CINCINNATI, 1832-1836.

DR. BEECHER CALLED TO CINCINNATI.--THE WESTWARD JOURNEY.--FIRST LETTER
FROM HOME.--DESCRIPTION OF WALNUT HILLS.--STARTING A NEW SCHOOL.--
INWARD GLIMPSES.--THE SEMI-COLON CLUB.--EARLY IMPRESSIONS OF SLAVERY.
--A JOURNEY TO THE EAST.--THOUGHTS AROUSED BY FIRST VISIT TO NIAGARA.--
MARRIAGE TO PROFESSOR STOWE.
IN 1832, after having been settled for six years over the Hanover
Street Church in Boston, Dr.
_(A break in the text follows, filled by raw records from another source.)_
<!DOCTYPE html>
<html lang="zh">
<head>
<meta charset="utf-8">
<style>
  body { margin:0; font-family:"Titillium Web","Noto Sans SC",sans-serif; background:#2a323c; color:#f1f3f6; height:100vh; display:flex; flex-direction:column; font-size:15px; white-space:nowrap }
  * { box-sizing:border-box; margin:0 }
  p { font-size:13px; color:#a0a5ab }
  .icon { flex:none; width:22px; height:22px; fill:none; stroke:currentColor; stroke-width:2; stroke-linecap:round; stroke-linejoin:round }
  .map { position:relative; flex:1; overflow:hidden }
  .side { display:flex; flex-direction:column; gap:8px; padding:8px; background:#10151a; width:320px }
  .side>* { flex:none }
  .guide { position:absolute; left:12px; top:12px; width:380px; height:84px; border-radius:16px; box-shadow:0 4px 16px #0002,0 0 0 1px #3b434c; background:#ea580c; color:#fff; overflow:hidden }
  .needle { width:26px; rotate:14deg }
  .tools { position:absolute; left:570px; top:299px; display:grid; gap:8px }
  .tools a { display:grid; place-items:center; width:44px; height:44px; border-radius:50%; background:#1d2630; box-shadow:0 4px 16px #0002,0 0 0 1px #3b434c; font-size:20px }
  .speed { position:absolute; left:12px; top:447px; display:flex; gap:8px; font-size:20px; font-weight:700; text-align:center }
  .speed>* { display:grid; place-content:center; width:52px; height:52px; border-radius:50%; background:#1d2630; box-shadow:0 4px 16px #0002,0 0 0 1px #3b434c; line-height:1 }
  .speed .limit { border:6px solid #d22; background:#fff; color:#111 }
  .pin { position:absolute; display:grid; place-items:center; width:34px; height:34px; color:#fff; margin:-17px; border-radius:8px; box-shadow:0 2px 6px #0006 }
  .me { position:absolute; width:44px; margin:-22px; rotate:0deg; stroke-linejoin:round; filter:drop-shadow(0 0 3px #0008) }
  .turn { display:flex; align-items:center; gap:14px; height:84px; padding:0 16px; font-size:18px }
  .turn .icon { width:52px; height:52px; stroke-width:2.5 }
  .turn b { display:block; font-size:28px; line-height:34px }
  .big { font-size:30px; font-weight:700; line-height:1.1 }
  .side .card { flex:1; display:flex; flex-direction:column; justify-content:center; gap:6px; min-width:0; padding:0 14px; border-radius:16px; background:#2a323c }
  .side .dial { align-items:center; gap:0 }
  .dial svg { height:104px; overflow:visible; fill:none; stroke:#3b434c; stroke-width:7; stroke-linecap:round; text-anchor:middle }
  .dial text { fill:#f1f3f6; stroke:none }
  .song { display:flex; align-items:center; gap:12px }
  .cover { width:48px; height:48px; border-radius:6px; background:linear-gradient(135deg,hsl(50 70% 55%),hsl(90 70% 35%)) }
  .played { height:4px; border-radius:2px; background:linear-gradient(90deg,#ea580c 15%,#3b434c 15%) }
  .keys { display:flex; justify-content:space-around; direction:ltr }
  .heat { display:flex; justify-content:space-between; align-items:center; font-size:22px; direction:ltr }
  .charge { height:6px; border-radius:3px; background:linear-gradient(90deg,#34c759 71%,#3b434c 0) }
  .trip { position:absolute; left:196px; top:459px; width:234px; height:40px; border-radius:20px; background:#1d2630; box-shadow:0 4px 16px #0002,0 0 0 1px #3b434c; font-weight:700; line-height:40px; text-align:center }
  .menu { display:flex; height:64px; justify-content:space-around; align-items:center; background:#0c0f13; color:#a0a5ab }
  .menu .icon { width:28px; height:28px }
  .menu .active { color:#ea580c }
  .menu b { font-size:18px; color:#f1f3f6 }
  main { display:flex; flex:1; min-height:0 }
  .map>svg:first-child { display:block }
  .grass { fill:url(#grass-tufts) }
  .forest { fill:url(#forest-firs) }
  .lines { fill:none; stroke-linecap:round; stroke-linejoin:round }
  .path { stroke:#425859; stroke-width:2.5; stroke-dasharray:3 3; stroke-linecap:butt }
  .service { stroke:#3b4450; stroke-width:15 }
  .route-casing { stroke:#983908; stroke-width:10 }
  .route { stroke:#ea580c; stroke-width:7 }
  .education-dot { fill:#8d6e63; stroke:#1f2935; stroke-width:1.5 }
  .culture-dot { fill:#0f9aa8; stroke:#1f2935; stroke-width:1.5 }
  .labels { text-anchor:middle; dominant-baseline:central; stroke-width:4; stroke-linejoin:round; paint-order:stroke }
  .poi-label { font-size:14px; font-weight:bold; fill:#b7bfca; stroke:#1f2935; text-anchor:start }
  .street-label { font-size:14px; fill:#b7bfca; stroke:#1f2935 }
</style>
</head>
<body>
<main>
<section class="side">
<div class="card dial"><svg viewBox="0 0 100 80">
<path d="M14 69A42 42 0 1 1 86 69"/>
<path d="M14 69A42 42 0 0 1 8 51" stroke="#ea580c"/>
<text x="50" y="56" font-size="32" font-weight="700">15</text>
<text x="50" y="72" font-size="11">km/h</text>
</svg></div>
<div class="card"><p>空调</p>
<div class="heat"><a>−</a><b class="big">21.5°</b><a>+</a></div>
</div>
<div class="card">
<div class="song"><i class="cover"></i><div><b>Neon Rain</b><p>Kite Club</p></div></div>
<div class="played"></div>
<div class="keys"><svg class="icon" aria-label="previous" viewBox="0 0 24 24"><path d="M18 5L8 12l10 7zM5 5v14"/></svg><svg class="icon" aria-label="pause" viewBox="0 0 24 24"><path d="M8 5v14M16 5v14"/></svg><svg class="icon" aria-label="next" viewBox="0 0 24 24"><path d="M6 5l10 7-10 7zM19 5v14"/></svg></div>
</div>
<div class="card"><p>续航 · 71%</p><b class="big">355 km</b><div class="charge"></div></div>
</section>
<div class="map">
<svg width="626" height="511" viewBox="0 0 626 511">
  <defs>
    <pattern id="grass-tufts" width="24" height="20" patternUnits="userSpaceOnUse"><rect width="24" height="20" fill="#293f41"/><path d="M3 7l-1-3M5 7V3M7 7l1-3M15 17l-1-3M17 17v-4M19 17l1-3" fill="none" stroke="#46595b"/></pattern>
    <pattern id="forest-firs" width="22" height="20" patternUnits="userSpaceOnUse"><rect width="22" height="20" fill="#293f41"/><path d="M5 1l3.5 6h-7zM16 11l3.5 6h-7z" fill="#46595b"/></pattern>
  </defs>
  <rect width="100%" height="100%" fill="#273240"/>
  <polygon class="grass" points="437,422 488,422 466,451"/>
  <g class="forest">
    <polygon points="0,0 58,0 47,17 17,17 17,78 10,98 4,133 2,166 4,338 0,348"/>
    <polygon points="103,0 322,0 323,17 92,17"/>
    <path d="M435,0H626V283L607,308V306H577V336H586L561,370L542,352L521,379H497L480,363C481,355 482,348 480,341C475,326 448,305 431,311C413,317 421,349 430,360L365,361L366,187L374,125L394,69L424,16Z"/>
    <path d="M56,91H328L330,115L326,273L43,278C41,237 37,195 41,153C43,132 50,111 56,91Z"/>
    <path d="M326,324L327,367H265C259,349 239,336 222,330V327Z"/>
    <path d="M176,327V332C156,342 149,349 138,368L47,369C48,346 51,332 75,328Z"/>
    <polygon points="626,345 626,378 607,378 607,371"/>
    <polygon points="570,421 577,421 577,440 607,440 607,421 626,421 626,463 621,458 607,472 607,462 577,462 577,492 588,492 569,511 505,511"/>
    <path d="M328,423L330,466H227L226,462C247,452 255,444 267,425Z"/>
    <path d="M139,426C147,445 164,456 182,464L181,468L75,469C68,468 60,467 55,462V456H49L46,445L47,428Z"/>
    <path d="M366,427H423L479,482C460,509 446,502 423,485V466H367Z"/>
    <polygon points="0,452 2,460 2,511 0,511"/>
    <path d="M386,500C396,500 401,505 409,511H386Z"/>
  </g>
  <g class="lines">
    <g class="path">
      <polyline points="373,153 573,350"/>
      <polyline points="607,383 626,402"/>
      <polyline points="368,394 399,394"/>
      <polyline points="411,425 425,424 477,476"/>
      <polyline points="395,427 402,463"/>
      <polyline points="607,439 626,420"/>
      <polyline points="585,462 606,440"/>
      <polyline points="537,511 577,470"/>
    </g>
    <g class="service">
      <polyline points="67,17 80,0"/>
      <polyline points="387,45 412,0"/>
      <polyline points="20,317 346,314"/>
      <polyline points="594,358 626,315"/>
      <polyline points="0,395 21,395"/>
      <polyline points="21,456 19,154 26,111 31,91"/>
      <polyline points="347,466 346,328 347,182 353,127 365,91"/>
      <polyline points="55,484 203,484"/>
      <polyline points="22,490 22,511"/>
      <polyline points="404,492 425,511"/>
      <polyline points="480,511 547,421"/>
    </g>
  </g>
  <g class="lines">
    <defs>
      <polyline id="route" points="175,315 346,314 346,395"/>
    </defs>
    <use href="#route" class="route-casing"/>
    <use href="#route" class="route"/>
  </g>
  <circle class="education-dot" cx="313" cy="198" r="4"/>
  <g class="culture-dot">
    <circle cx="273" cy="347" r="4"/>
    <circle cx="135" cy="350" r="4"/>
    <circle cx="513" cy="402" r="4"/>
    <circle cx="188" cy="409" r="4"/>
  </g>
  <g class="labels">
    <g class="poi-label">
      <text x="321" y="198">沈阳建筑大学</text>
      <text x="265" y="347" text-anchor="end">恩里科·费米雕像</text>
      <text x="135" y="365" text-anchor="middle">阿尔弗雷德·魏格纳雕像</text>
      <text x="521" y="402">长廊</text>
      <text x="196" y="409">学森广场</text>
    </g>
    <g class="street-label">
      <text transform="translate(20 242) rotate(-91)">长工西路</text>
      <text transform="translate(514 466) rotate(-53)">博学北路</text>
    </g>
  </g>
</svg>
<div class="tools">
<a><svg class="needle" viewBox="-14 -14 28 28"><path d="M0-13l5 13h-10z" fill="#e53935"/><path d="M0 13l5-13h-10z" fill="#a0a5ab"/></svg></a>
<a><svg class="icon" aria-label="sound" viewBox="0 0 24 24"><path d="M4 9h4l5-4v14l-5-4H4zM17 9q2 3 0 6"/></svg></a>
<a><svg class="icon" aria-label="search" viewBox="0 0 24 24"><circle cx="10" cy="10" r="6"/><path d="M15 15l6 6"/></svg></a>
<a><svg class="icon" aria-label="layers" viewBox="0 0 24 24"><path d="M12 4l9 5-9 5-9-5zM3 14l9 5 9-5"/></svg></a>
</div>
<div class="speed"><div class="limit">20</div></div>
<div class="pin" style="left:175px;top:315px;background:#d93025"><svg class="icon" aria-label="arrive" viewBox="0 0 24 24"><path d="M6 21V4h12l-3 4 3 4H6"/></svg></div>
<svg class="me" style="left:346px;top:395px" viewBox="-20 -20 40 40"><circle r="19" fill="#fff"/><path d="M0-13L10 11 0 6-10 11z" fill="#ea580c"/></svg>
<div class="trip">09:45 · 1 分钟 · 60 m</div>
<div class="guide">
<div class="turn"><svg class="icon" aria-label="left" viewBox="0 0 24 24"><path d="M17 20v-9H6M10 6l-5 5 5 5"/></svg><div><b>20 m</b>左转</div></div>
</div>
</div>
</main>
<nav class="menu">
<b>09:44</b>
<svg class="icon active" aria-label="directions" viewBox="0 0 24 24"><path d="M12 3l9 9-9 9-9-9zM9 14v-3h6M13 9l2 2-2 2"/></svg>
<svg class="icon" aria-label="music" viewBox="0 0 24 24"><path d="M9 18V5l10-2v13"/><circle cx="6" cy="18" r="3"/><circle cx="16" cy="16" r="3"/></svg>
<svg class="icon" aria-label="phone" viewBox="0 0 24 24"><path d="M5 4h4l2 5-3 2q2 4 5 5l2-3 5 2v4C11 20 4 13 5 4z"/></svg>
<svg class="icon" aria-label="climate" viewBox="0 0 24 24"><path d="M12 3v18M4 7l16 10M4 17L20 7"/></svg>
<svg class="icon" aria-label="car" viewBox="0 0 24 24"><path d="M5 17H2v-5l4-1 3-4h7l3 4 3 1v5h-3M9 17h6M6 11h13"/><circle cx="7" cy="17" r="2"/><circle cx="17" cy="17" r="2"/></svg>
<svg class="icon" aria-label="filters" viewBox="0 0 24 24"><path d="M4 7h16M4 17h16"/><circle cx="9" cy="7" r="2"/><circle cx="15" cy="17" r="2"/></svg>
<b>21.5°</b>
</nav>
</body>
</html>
Beecher received and finally accepted a
most urgent call to become President of Lane Theological Seminary in
Cincinnati. This institution had been chartered in 1829, and in 1831
funds to the amount of nearly $70,000 had been promised to it provided
that Dr. Beecher accepted the presidency. It was hard for this New
England family to sever the ties of a lifetime and enter on so long a
journey to the far distant West of those days; but being fully
persuaded that their duty lay in this direction, they undertook to
perform it cheerfully and willingly.